---------- Recipe via Meal-Master (tm) v8.02
  
       Title: REINE DE SABA
  Categories: Cakes, Chocolate
       Yield: 6 servings
  
       4 oz Semisweet chocolate
       4 oz Slivered almonds
     2/3 c  Confectioners sugar - PLUS 2
            -tablespoons
     1/2 c  Cake flour
       3    Eggs
       1    Stick butter
     1/2 ts Almond extract
            CHOCOLATE GLAZE*
       3 oz Semisweet chocolate
       2 oz Butter
            Slivered almonds for garnish
  
   Calories     per serving:             Number of Servings:   6 Fat grams per
   serving:              Approx. Cook Time: Cholesterol per serving: Marks:
   
   *DIRECTIONS*
   
   *For the nicest looking shiny glaze, serve this cake on the day it is
   completed.  The cake remains moist and delicious, however, for several
   days.
   
   PREPARATION: Heat oven to 325F. Butter and flour an 8-inch square or
   10-inch round cake pan. Cut the 4 ounces of chocolate into small pieces and
   melt in the top of a double boiler set over hot water, stirring frequently.
   Remove pan from hot water and cool slightly. In a food processor, nut
   grinder or blender, grind the 4 ounces of almonds to a powder. If you use a
   processor or blender, put 2 tablespoons of the sugar in the machine along
   with the nuts.  Put ground nuts through a sieve to get rid of any remaining
   chunks.  Toss the powdered almond mixture with the flour. Separate the
   eggs.  Beat together the butter and 1/3 cup of the remaining sugar until
   creamy and light. Add the melted chocolate and the extract. Add the egg
   yolks, one at a time, beating thoroughly after each addition. Beat the
   whites to stiff peaks, add the remaining sugar, and beat until glossy. Fold
   in nut mixture.  Gently followed egg white mixture into chocolate just
   until incorporated. Pour the batter into the prepared pan. Bake in a
   preheated oven until a toothpick inserted in the center of the cake comes
   out almost clean, about 30 minutes. Cool in the pan for about 10 minutes.

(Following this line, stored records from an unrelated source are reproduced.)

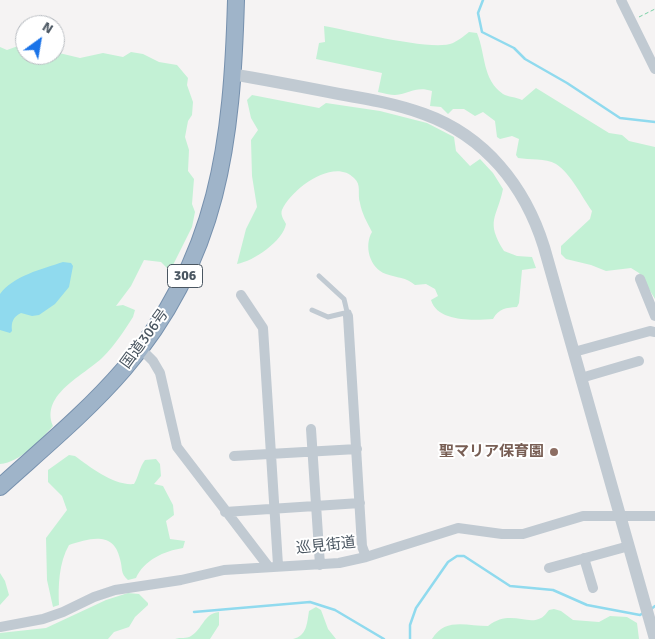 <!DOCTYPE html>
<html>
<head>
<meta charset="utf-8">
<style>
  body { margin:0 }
  #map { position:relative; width:655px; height:639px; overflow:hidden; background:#f5f3f3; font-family:Signika,sans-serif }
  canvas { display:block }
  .north { position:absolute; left:15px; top:15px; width:50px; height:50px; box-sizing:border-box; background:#fff; border:1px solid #b7bbc0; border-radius:50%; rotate:32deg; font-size:14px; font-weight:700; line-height:20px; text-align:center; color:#4a5661 }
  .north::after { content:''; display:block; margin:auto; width:18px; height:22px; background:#1a73e8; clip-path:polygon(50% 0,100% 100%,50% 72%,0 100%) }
</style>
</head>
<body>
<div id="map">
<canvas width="655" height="639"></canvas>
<div class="north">N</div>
</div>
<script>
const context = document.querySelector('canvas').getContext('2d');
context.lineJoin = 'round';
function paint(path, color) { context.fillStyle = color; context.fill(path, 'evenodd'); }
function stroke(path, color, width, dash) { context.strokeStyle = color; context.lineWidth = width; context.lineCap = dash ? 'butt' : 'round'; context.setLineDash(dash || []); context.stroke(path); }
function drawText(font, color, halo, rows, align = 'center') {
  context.font = font + ' Signika,"Noto Sans JP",sans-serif'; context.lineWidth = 4; context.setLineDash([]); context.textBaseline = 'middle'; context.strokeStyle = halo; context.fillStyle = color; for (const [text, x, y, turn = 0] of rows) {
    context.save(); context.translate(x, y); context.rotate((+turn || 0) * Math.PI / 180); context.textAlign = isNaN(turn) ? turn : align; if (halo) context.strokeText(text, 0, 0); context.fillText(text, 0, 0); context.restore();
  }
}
const green = new Path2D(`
  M324 26C349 30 432 52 453 43 459 40 464 36 469 32L477 33C486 55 482 79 503 94 508 97 516 97 522 100L536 88 609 133 622 135 629 141 655 147V299L639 273 631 268 606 271 591 265 566 259 561 254V246L590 219 592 211C582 197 571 174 556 164 545 158 530 160 518 158L516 155 519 139 512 136 500 139 497 137 495 121 483 112 475 116 464 109H453L448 114 441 107 430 106 432 91C415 86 410 94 395 95 390 95 384 93 378 92L382 73 316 59 319 43 325 42Z
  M18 46 25 47V55H55V52L80 58 103 53 123 57 131 52 143 54 159 62 177 65 188 78 187 85 193 102 192 115 188 121 185 137 189 150 188 171 194 179 192 204 195 212 192 227 172 267 168 269 161 262 144 260 131 286 116 306 123 305 135 310 133 317C124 331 115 345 103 357 85 375 40 394 53 426 39 441 21 462 0 464V47L7 50Z
  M252 95 319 108 326 103 380 111 427 123 454 137 456 151 470 166 480 159 493 173 503 189C497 218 485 221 504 251L517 256 532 257 536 268 522 270 519 303 517 307C506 308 499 308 493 319 475 320 438 323 431 300L438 296 435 289 426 284 415 285C406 277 397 278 386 274 369 268 364 245 372 232 367 222 362 214 360 203 357 194 362 185 354 178 334 157 291 189 282 210 280 215 284 220 286 224 283 241 254 261 237 264L246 229 257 207 252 176 251 140 258 130 251 118 247 100Z
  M69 455 75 456C90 467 114 486 134 484 139 476 139 468 145 460L156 459 160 464 161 476 154 484 163 486 173 505 174 515 166 521 170 539 185 541 183 548C164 551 144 560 136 578L128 580C120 573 123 569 120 559 114 531 90 538 69 545 59 562 58 586 59 605L53 607 47 580 46 538 67 510 62 496 48 482V470Z
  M0 573 5 581 9 595 0 605Z
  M128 593 139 594 148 603V605L135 617 129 627 114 632 108 639H0V633L46 628 106 600Z
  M316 607 321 610 328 629 336 639H293C307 636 307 623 309 611Z
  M554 609 561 611 573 620 599 622 610 616 627 617 637 623 639 639H432C445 617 467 626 488 626 510 609 527 626 541 618 544 617 547 612 549 610Z
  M219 612V625L210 639H175C181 637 186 639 191 636 203 629 203 614 219 612Z`);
const water = new Path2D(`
  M63 262 71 263 73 266 69 287 55 304 39 315 32 316 21 313C13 317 11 322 12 331L10 333 0 330V294C13 276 42 269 63 262Z`);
const stream = new Path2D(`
  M483 0 478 13 482 32 514 48 525 59 567 83 620 118 655 122
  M650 610 655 606
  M194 612 310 602 335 610 384 639
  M410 639V625L416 608 448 562 457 556H464L510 586 553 590 587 605 640 615 643 613`);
const path = new Path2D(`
  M639 17 655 9`);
const service = new Path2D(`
  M319 276 344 299 348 316
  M312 310 328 317 349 312`);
const minor = new Path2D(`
  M621 0 655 69
  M640 279 655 316
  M241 295 263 328 278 565
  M348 316 362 546 366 557
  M140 348 153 361 160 373 177 447 268 566
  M574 352 650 331 655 332
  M581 378 639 361
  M311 429 320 565
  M234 456 357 449
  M225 512 360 503
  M584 558 593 588
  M549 568 629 546
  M0 627 43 619 63 612 94 597 115 590 181 580 224 570 339 563 366 557 458 528 502 534H523L583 516H655`);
const tertiary = new Path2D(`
  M231 74C267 80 303 87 339 94 368 99 397 104 424 114 485 136 525 186 544 247L655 639`);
const trunk = new Path2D(`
  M0 487C42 449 87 412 124 369 219 258 232 141 236 0`);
const markers = [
  [554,452,5,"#8d6e63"]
];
const shields = [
  [185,276,35]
];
const shieldNames = [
  ["306",185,276]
];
const streetNames = [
  ["国道306号",145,339,-54],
  ["巡見街道",326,546,-6]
];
const educationNames = [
  ["聖マリア保育園",544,452]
];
paint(green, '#c3f1d5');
paint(water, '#90daee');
stroke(stream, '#90daee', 2.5);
stroke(trunk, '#7690ad', 18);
stroke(path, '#7ad0a6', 1, [4, 2.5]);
stroke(service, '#c1cad2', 5);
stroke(minor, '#c1cad2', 10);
stroke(tertiary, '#c1cad2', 12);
stroke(trunk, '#9fb4c9', 16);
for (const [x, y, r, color] of markers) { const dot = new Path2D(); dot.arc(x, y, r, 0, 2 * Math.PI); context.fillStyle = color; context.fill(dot); stroke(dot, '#fff', 2); }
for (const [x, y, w] of shields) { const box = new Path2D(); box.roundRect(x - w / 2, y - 11.5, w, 23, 4); context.fillStyle = '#fff'; context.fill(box); stroke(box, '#4a5661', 1); }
drawText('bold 14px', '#4a5661', null, shieldNames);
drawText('15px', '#4a5661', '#fff', streetNames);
drawText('bold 15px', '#785e54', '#fff', educationNames, 'right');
</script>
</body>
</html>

   Divide into individual servings if desired. Recipe can be made to this
   point up to a day ahead.
   
   CHOCOLATE GLAZE: Heat the chocolate and butter in the top of a double
   boiler set over hot water, stirring frequently, until just melted. Remove
   from hot water. Cool the chocolate glaze just until it thickens. It should
   remain pourable. Glaze whole cake or individual servings on a rack set over
   a pan to catch drippings. Garnish with almonds if desired.
   
   Serve at room temperature or refrigerate for up to 4 days.
   
   Serves 6.
   
   Recipe from Cook’s Magazine, September/October, 1987.